▶ Task requirements:
Each entry should be copied as it stands, leaving the pictures behind.

Stored data entries

▼

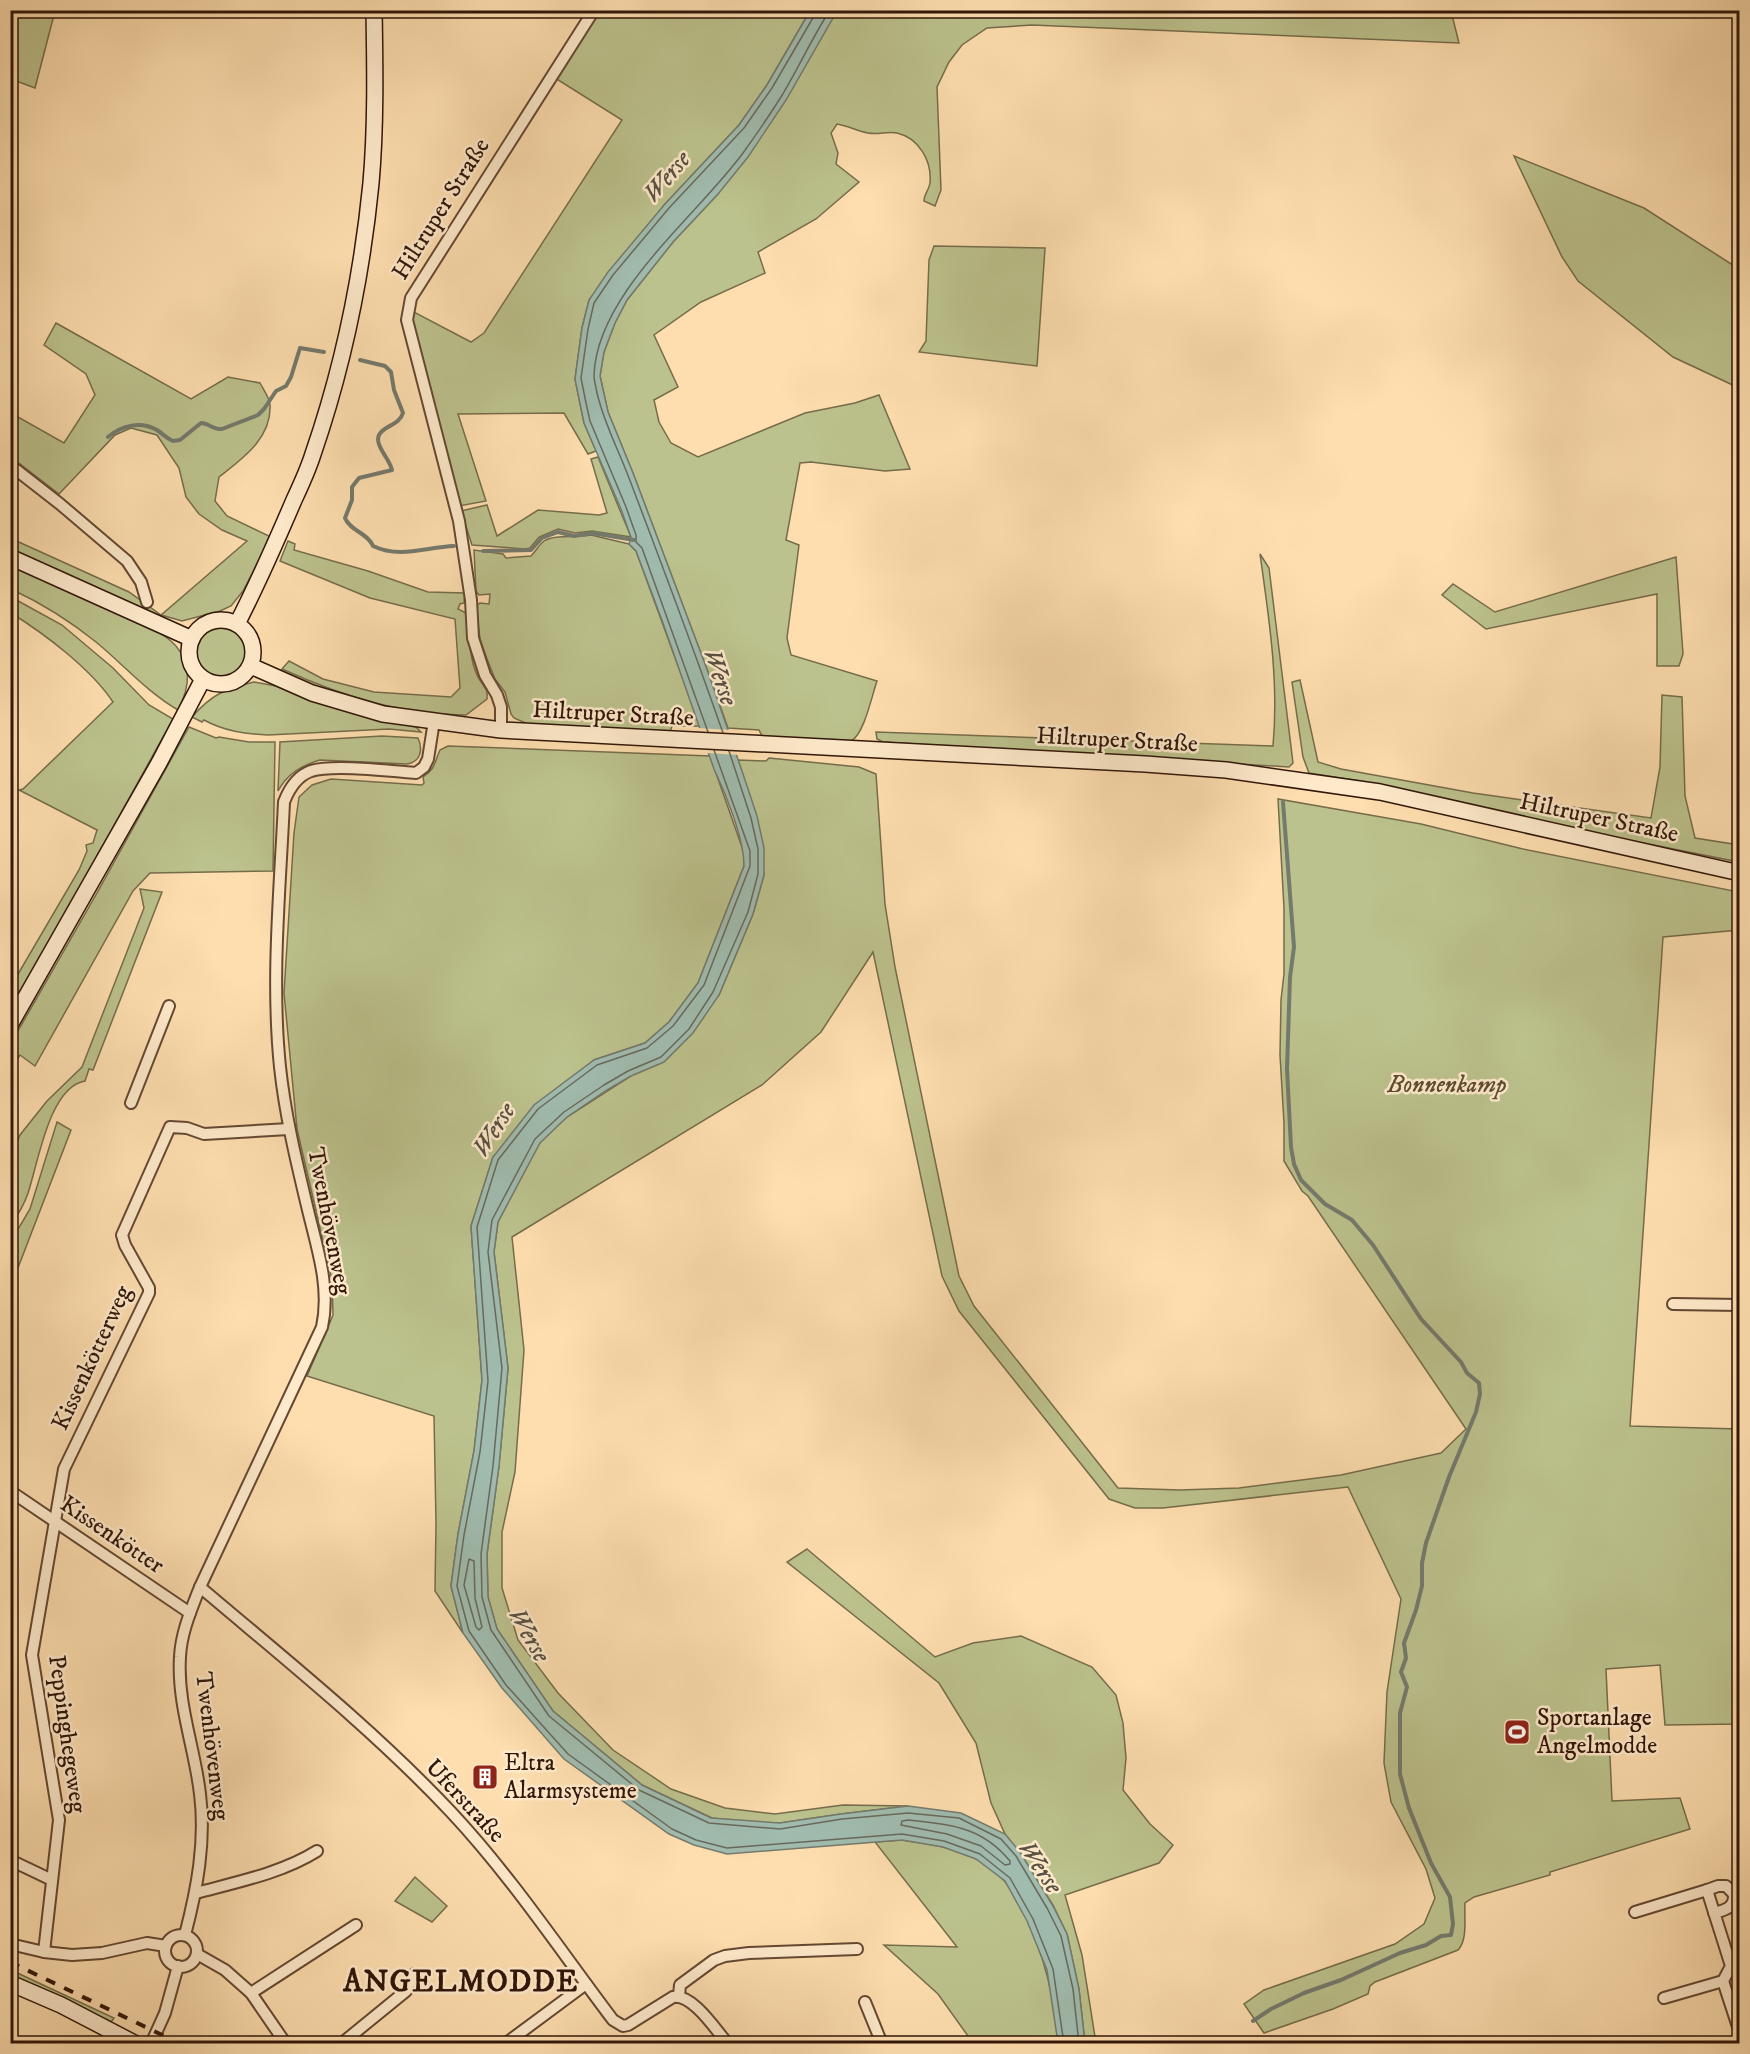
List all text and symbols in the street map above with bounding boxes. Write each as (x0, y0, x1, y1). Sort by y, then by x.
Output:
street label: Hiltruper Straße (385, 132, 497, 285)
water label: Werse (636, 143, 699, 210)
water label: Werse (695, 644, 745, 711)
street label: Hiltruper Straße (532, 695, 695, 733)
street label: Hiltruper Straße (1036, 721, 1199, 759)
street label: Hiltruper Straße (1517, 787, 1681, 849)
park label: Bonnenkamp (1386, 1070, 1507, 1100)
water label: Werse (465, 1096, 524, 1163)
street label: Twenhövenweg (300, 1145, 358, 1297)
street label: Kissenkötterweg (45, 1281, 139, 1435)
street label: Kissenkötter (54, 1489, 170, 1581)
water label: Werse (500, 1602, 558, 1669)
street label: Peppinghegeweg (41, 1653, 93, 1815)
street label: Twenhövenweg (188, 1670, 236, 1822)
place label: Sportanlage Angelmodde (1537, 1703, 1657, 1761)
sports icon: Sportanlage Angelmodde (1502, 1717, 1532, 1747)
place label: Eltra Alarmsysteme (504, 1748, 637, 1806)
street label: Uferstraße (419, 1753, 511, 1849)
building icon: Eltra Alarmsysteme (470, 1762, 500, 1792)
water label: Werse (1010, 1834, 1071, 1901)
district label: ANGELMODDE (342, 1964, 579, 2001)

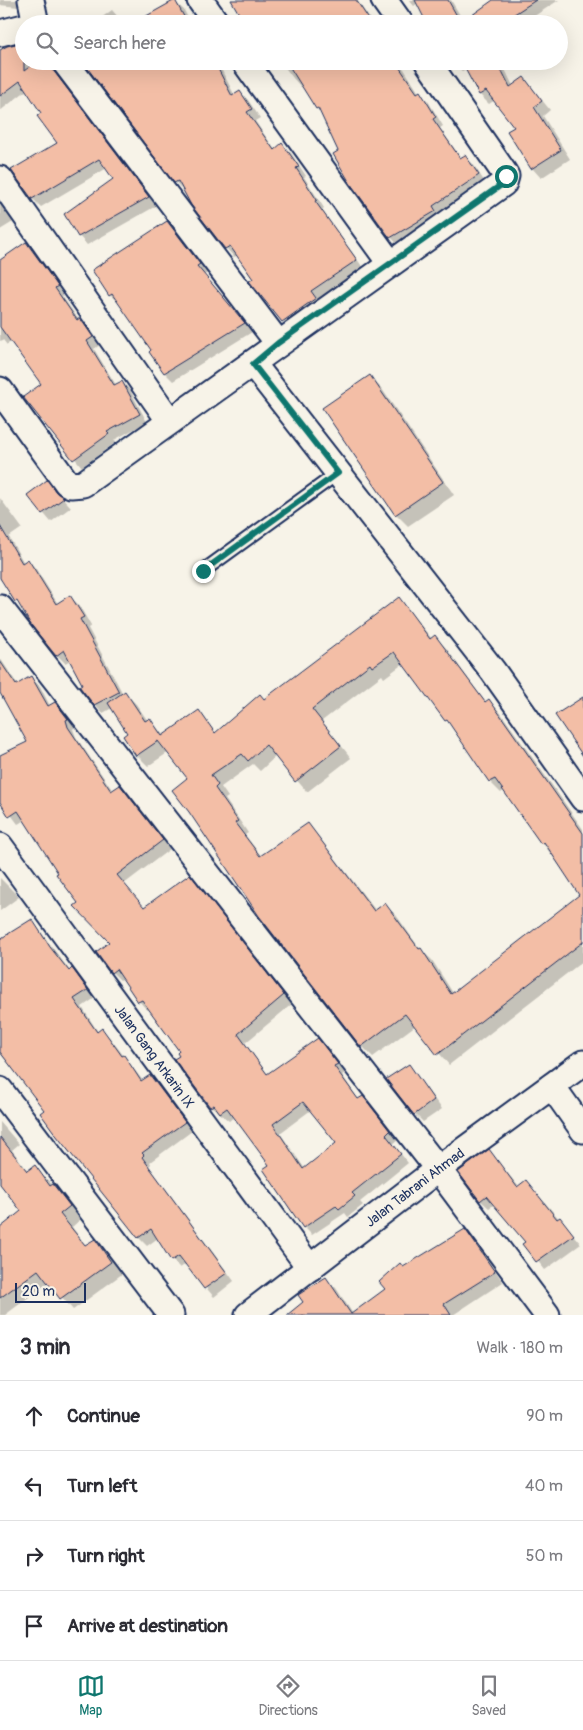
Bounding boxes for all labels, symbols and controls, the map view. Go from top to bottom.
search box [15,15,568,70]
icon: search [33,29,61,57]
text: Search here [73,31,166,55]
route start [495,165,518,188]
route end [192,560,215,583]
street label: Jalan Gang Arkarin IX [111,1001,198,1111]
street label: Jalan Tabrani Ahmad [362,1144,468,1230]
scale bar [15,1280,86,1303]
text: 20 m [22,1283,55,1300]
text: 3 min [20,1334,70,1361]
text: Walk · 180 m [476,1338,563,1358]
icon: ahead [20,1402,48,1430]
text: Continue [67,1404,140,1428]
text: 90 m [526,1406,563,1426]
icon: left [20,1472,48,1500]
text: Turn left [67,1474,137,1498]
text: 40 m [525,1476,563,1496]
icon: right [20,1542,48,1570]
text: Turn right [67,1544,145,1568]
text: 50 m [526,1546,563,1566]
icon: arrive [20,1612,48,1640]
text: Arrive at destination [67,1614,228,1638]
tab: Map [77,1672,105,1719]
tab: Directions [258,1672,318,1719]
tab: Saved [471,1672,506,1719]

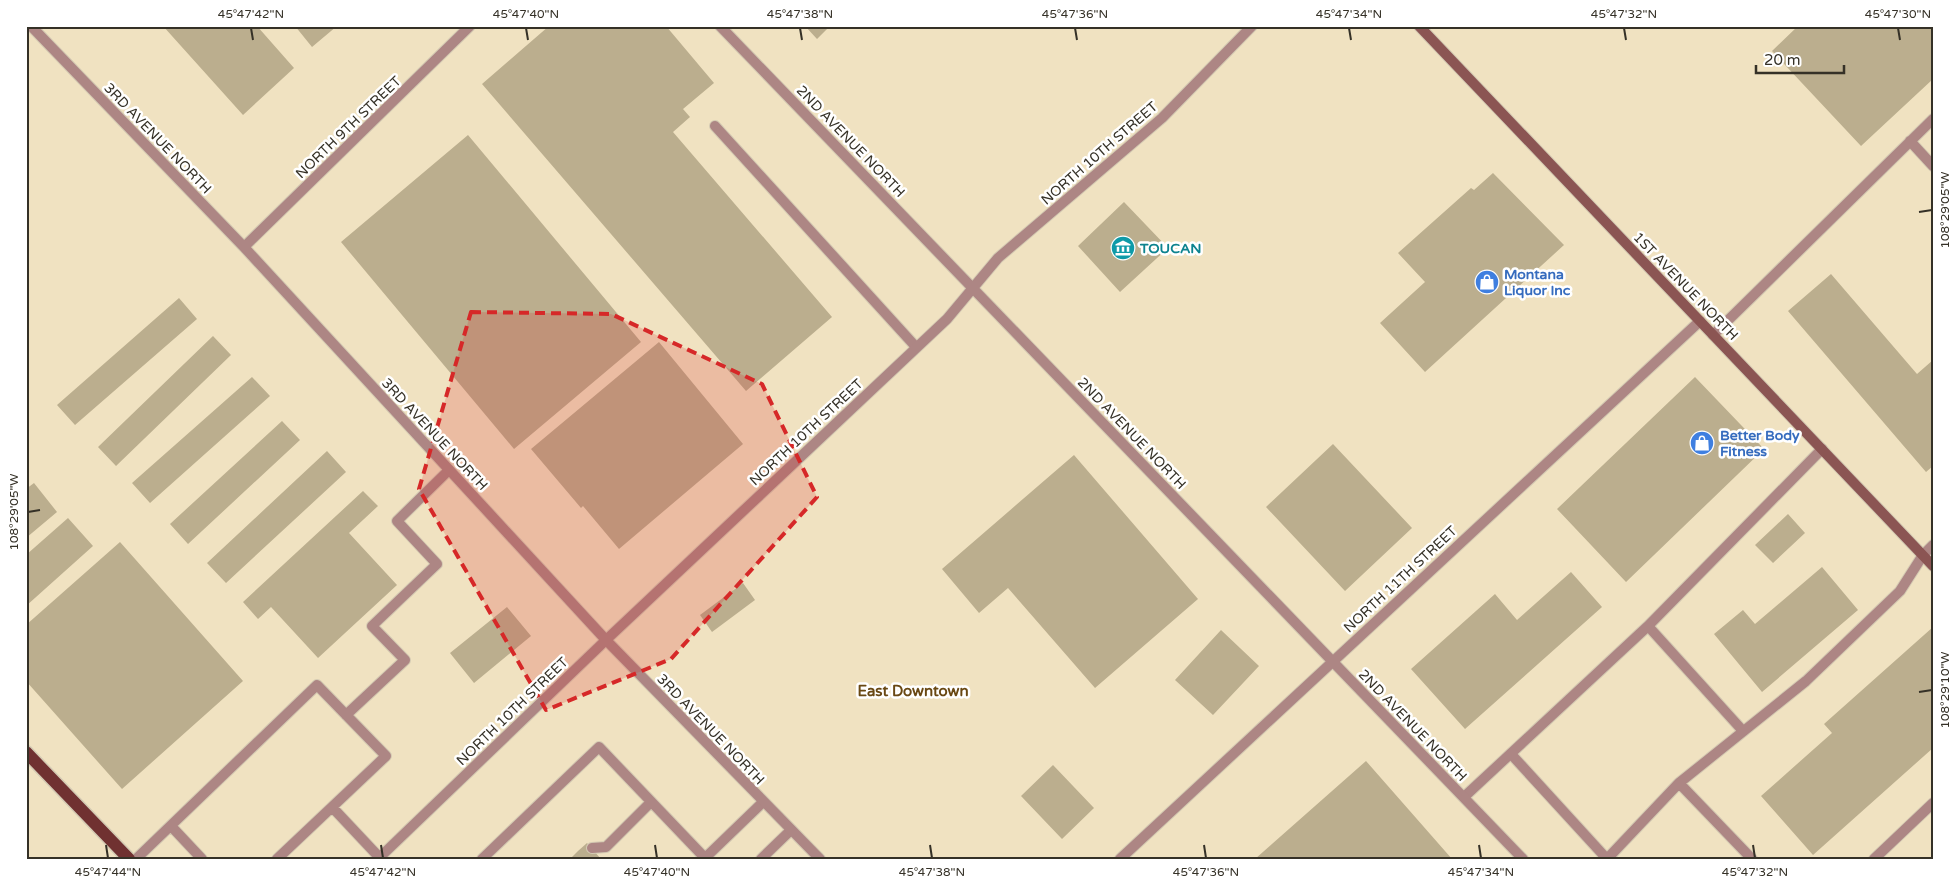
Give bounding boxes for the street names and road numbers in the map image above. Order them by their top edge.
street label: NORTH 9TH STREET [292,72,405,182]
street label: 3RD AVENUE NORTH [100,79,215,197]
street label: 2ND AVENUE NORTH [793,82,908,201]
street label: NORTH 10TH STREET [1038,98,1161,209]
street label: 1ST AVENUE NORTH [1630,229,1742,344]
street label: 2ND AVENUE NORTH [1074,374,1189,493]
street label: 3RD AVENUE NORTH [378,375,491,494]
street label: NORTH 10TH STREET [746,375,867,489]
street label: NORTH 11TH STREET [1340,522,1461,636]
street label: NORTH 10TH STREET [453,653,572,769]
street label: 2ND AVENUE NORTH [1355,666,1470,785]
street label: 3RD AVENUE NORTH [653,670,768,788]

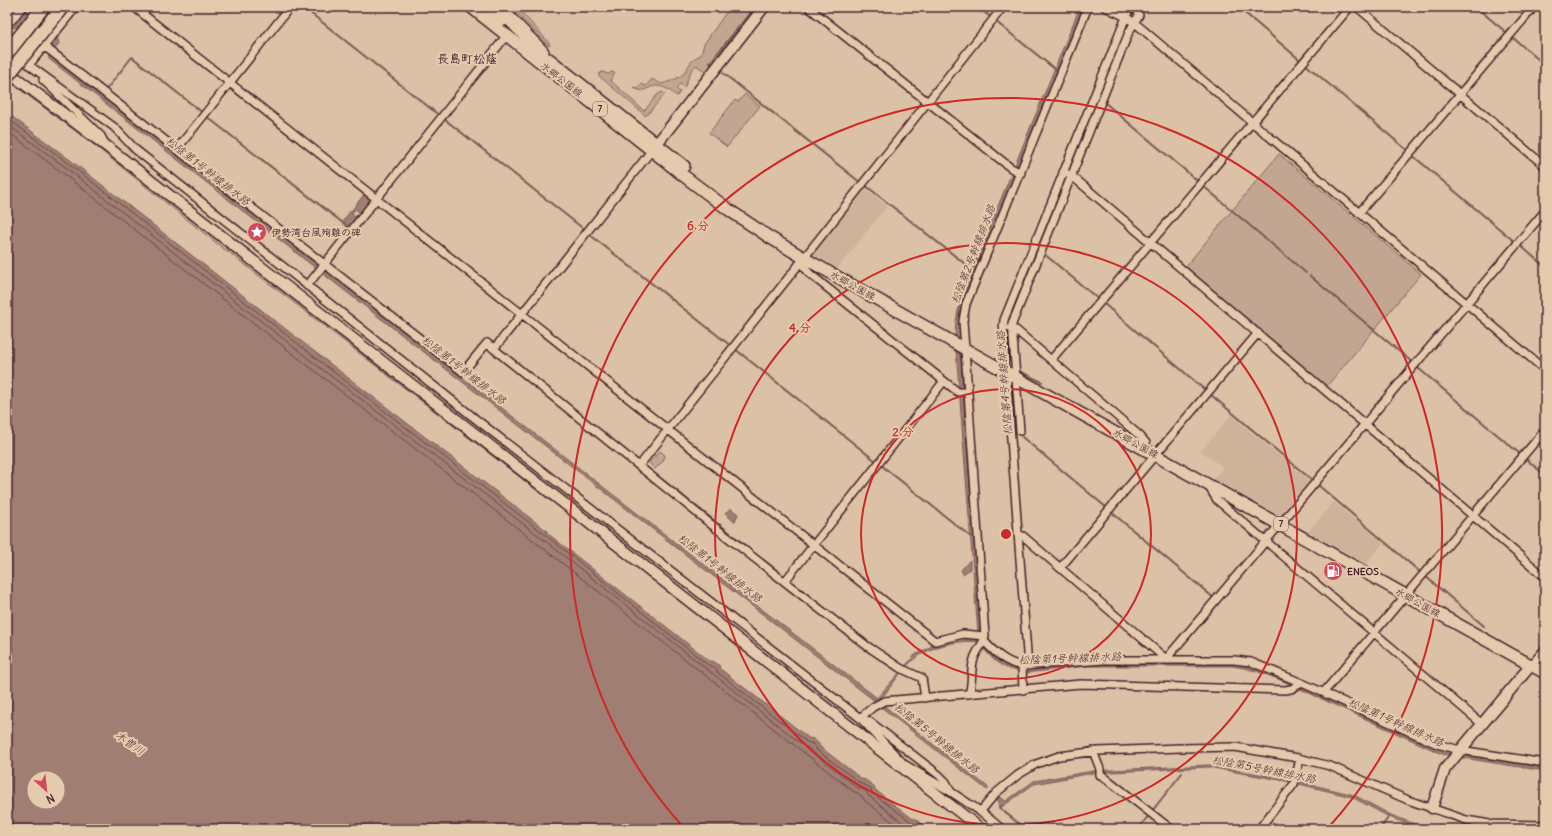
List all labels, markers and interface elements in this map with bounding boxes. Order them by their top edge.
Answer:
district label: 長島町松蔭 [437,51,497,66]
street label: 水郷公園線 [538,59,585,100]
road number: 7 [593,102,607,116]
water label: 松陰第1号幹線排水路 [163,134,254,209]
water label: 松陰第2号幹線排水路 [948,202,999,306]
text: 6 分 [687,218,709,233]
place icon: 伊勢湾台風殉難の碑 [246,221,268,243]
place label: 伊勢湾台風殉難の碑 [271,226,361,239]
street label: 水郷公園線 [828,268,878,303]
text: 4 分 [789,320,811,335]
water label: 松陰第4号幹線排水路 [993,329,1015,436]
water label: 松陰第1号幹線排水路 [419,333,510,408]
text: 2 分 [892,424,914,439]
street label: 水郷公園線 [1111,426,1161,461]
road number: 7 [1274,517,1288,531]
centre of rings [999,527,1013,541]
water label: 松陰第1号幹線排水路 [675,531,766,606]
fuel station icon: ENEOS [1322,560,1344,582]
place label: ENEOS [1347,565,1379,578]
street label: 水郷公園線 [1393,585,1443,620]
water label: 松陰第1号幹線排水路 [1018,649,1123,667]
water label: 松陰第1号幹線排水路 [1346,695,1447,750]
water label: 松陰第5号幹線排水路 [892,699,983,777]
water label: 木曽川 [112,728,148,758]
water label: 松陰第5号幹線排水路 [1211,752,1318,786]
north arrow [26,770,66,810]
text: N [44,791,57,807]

▲

▶ Written solution:
List all text and symbols in the street map above with bounding boxes. Write each as (x0, y0, x1, y1). Sort by y, then by x.
Output:
street label: Hiltruper Straße (385, 132, 497, 285)
water label: Werse (636, 143, 699, 210)
water label: Werse (695, 644, 745, 711)
street label: Hiltruper Straße (532, 695, 695, 733)
street label: Hiltruper Straße (1036, 721, 1199, 759)
street label: Hiltruper Straße (1517, 787, 1681, 849)
park label: Bonnenkamp (1386, 1070, 1507, 1100)
water label: Werse (465, 1096, 524, 1163)
street label: Twenhövenweg (300, 1145, 358, 1297)
street label: Kissenkötterweg (45, 1281, 139, 1435)
street label: Kissenkötter (54, 1489, 170, 1581)
water label: Werse (500, 1602, 558, 1669)
street label: Peppinghegeweg (41, 1653, 93, 1815)
street label: Twenhövenweg (188, 1670, 236, 1822)
place label: Sportanlage Angelmodde (1537, 1703, 1657, 1761)
sports icon: Sportanlage Angelmodde (1502, 1717, 1532, 1747)
place label: Eltra Alarmsysteme (504, 1748, 637, 1806)
street label: Uferstraße (419, 1753, 511, 1849)
building icon: Eltra Alarmsysteme (470, 1762, 500, 1792)
water label: Werse (1010, 1834, 1071, 1901)
district label: ANGELMODDE (342, 1964, 579, 2001)

Bounding boxes for all labels, symbols and controls, the map view. Go from top to bottom.
search box [15,15,568,70]
icon: search [33,29,61,57]
text: Search here [73,31,166,55]
route start [495,165,518,188]
route end [192,560,215,583]
street label: Jalan Gang Arkarin IX [111,1001,198,1111]
street label: Jalan Tabrani Ahmad [362,1144,468,1230]
scale bar [15,1280,86,1303]
text: 20 m [22,1283,55,1300]
text: 3 min [20,1334,70,1361]
text: Walk · 180 m [476,1338,563,1358]
icon: ahead [20,1402,48,1430]
text: Continue [67,1404,140,1428]
text: 90 m [526,1406,563,1426]
icon: left [20,1472,48,1500]
text: Turn left [67,1474,137,1498]
text: 40 m [525,1476,563,1496]
icon: right [20,1542,48,1570]
text: Turn right [67,1544,145,1568]
text: 50 m [526,1546,563,1566]
icon: arrive [20,1612,48,1640]
text: Arrive at destination [67,1614,228,1638]
tab: Map [77,1672,105,1719]
tab: Directions [258,1672,318,1719]
tab: Saved [471,1672,506,1719]

Give bounding boxes for the street names and road numbers in the map image above. Order them by their top edge.
street label: NORTH 9TH STREET [292,72,405,182]
street label: 3RD AVENUE NORTH [100,79,215,197]
street label: 2ND AVENUE NORTH [793,82,908,201]
street label: NORTH 10TH STREET [1038,98,1161,209]
street label: 1ST AVENUE NORTH [1630,229,1742,344]
street label: 2ND AVENUE NORTH [1074,374,1189,493]
street label: 3RD AVENUE NORTH [378,375,491,494]
street label: NORTH 10TH STREET [746,375,867,489]
street label: NORTH 11TH STREET [1340,522,1461,636]
street label: NORTH 10TH STREET [453,653,572,769]
street label: 2ND AVENUE NORTH [1355,666,1470,785]
street label: 3RD AVENUE NORTH [653,670,768,788]

List all labels, markers and interface elements in this map with bounding boxes. Order them by their top edge.
Answer:
district label: 長島町松蔭 [437,51,497,66]
street label: 水郷公園線 [538,59,585,100]
road number: 7 [593,102,607,116]
water label: 松陰第1号幹線排水路 [163,134,254,209]
water label: 松陰第2号幹線排水路 [948,202,999,306]
text: 6 分 [687,218,709,233]
place icon: 伊勢湾台風殉難の碑 [246,221,268,243]
place label: 伊勢湾台風殉難の碑 [271,226,361,239]
street label: 水郷公園線 [828,268,878,303]
text: 4 分 [789,320,811,335]
water label: 松陰第4号幹線排水路 [993,329,1015,436]
water label: 松陰第1号幹線排水路 [419,333,510,408]
text: 2 分 [892,424,914,439]
street label: 水郷公園線 [1111,426,1161,461]
road number: 7 [1274,517,1288,531]
centre of rings [999,527,1013,541]
water label: 松陰第1号幹線排水路 [675,531,766,606]
fuel station icon: ENEOS [1322,560,1344,582]
place label: ENEOS [1347,565,1379,578]
street label: 水郷公園線 [1393,585,1443,620]
water label: 松陰第1号幹線排水路 [1018,649,1123,667]
water label: 松陰第1号幹線排水路 [1346,695,1447,750]
water label: 松陰第5号幹線排水路 [892,699,983,777]
water label: 木曽川 [112,728,148,758]
water label: 松陰第5号幹線排水路 [1211,752,1318,786]
north arrow [26,770,66,810]
text: N [44,791,57,807]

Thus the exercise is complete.